Data items:
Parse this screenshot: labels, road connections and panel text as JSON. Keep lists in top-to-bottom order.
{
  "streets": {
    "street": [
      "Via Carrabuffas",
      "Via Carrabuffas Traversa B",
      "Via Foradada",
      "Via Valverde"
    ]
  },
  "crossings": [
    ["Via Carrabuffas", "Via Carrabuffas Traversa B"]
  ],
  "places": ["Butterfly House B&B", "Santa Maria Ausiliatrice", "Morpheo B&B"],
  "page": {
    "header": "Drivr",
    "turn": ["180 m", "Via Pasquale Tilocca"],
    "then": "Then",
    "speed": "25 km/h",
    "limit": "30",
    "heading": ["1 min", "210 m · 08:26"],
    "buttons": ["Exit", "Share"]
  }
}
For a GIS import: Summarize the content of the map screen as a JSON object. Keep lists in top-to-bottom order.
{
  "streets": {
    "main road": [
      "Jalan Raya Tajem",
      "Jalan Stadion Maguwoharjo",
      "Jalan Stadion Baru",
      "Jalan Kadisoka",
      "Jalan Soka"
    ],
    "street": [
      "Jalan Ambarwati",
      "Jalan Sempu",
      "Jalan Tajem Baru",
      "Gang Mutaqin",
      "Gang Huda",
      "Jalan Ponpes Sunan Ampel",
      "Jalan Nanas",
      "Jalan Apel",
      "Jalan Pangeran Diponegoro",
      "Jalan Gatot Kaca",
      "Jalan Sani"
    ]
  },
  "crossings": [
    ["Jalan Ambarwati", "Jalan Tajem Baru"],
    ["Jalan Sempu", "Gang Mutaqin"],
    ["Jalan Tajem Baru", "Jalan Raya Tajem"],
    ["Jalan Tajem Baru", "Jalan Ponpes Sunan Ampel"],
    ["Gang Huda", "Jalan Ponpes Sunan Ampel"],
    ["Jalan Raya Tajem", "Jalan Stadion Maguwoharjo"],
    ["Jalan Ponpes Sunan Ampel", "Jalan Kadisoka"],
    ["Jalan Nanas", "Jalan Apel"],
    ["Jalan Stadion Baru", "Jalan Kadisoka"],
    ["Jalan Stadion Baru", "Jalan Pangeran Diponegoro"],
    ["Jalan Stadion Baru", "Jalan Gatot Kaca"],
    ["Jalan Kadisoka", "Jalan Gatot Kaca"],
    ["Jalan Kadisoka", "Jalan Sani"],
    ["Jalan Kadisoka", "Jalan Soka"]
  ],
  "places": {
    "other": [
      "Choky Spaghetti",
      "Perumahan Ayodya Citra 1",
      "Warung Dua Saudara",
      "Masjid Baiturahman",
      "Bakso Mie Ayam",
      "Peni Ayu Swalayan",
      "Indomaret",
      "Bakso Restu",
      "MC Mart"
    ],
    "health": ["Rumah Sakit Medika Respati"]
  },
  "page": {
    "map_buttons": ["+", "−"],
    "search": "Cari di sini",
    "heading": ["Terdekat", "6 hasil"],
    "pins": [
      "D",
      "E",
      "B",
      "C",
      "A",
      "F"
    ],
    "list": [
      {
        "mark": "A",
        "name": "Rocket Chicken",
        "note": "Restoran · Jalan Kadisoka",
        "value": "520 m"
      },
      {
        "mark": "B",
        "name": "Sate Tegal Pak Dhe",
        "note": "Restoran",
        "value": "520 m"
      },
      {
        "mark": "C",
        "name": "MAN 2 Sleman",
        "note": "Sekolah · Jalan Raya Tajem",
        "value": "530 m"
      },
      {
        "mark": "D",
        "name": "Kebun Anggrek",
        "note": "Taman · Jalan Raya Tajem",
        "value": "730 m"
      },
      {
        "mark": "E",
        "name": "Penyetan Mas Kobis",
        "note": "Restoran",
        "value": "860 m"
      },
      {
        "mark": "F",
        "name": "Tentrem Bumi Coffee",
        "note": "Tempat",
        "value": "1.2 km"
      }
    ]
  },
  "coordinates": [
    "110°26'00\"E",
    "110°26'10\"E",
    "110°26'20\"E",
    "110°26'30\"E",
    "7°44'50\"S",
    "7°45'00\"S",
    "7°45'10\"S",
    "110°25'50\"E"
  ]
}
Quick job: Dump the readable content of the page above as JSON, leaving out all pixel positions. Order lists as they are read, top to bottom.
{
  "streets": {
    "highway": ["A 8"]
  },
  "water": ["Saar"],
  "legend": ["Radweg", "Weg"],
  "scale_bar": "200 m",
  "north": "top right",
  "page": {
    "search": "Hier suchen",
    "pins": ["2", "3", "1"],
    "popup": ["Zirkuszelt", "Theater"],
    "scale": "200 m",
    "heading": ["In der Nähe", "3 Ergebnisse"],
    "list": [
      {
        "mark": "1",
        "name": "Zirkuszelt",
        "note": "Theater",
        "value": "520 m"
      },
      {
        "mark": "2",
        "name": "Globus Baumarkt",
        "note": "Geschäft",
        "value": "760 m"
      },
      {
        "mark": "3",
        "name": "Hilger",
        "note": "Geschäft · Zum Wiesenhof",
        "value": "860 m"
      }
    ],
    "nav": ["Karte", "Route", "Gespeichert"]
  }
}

ASSIGNMENT: Your task is to quote all of the data word for word.

OUTPUT OF THE EXERCISE:
Parse this screenshot: labels, road connections and panel text as JSON. Keep lists in top-to-bottom order.
{
  "streets": {
    "street": [
      "Via Carrabuffas",
      "Via Carrabuffas Traversa B",
      "Via Foradada",
      "Via Valverde"
    ]
  },
  "crossings": [
    ["Via Carrabuffas", "Via Carrabuffas Traversa B"]
  ],
  "places": ["Butterfly House B&B", "Santa Maria Ausiliatrice", "Morpheo B&B"],
  "page": {
    "header": "Drivr",
    "turn": ["180 m", "Via Pasquale Tilocca"],
    "then": "Then",
    "speed": "25 km/h",
    "limit": "30",
    "heading": ["1 min", "210 m · 08:26"],
    "buttons": ["Exit", "Share"]
  }
}
For a GIS import: Summarize the content of the map screen as a JSON object. Keep lists in top-to-bottom order.
{
  "streets": {
    "main road": [
      "Jalan Raya Tajem",
      "Jalan Stadion Maguwoharjo",
      "Jalan Stadion Baru",
      "Jalan Kadisoka",
      "Jalan Soka"
    ],
    "street": [
      "Jalan Ambarwati",
      "Jalan Sempu",
      "Jalan Tajem Baru",
      "Gang Mutaqin",
      "Gang Huda",
      "Jalan Ponpes Sunan Ampel",
      "Jalan Nanas",
      "Jalan Apel",
      "Jalan Pangeran Diponegoro",
      "Jalan Gatot Kaca",
      "Jalan Sani"
    ]
  },
  "crossings": [
    ["Jalan Ambarwati", "Jalan Tajem Baru"],
    ["Jalan Sempu", "Gang Mutaqin"],
    ["Jalan Tajem Baru", "Jalan Raya Tajem"],
    ["Jalan Tajem Baru", "Jalan Ponpes Sunan Ampel"],
    ["Gang Huda", "Jalan Ponpes Sunan Ampel"],
    ["Jalan Raya Tajem", "Jalan Stadion Maguwoharjo"],
    ["Jalan Ponpes Sunan Ampel", "Jalan Kadisoka"],
    ["Jalan Nanas", "Jalan Apel"],
    ["Jalan Stadion Baru", "Jalan Kadisoka"],
    ["Jalan Stadion Baru", "Jalan Pangeran Diponegoro"],
    ["Jalan Stadion Baru", "Jalan Gatot Kaca"],
    ["Jalan Kadisoka", "Jalan Gatot Kaca"],
    ["Jalan Kadisoka", "Jalan Sani"],
    ["Jalan Kadisoka", "Jalan Soka"]
  ],
  "places": {
    "other": [
      "Choky Spaghetti",
      "Perumahan Ayodya Citra 1",
      "Warung Dua Saudara",
      "Masjid Baiturahman",
      "Bakso Mie Ayam",
      "Peni Ayu Swalayan",
      "Indomaret",
      "Bakso Restu",
      "MC Mart"
    ],
    "health": ["Rumah Sakit Medika Respati"]
  },
  "page": {
    "map_buttons": ["+", "−"],
    "search": "Cari di sini",
    "heading": ["Terdekat", "6 hasil"],
    "pins": [
      "D",
      "E",
      "B",
      "C",
      "A",
      "F"
    ],
    "list": [
      {
        "mark": "A",
        "name": "Rocket Chicken",
        "note": "Restoran · Jalan Kadisoka",
        "value": "520 m"
      },
      {
        "mark": "B",
        "name": "Sate Tegal Pak Dhe",
        "note": "Restoran",
        "value": "520 m"
      },
      {
        "mark": "C",
        "name": "MAN 2 Sleman",
        "note": "Sekolah · Jalan Raya Tajem",
        "value": "530 m"
      },
      {
        "mark": "D",
        "name": "Kebun Anggrek",
        "note": "Taman · Jalan Raya Tajem",
        "value": "730 m"
      },
      {
        "mark": "E",
        "name": "Penyetan Mas Kobis",
        "note": "Restoran",
        "value": "860 m"
      },
      {
        "mark": "F",
        "name": "Tentrem Bumi Coffee",
        "note": "Tempat",
        "value": "1.2 km"
      }
    ]
  },
  "coordinates": [
    "110°26'00\"E",
    "110°26'10\"E",
    "110°26'20\"E",
    "110°26'30\"E",
    "7°44'50\"S",
    "7°45'00\"S",
    "7°45'10\"S",
    "110°25'50\"E"
  ]
}
Quick job: Dump the readable content of the page above as JSON, leaving out all pixel positions. Order lists as they are read, top to bottom.
{
  "streets": {
    "highway": ["A 8"]
  },
  "water": ["Saar"],
  "legend": ["Radweg", "Weg"],
  "scale_bar": "200 m",
  "north": "top right",
  "page": {
    "search": "Hier suchen",
    "pins": ["2", "3", "1"],
    "popup": ["Zirkuszelt", "Theater"],
    "scale": "200 m",
    "heading": ["In der Nähe", "3 Ergebnisse"],
    "list": [
      {
        "mark": "1",
        "name": "Zirkuszelt",
        "note": "Theater",
        "value": "520 m"
      },
      {
        "mark": "2",
        "name": "Globus Baumarkt",
        "note": "Geschäft",
        "value": "760 m"
      },
      {
        "mark": "3",
        "name": "Hilger",
        "note": "Geschäft · Zum Wiesenhof",
        "value": "860 m"
      }
    ],
    "nav": ["Karte", "Route", "Gespeichert"]
  }
}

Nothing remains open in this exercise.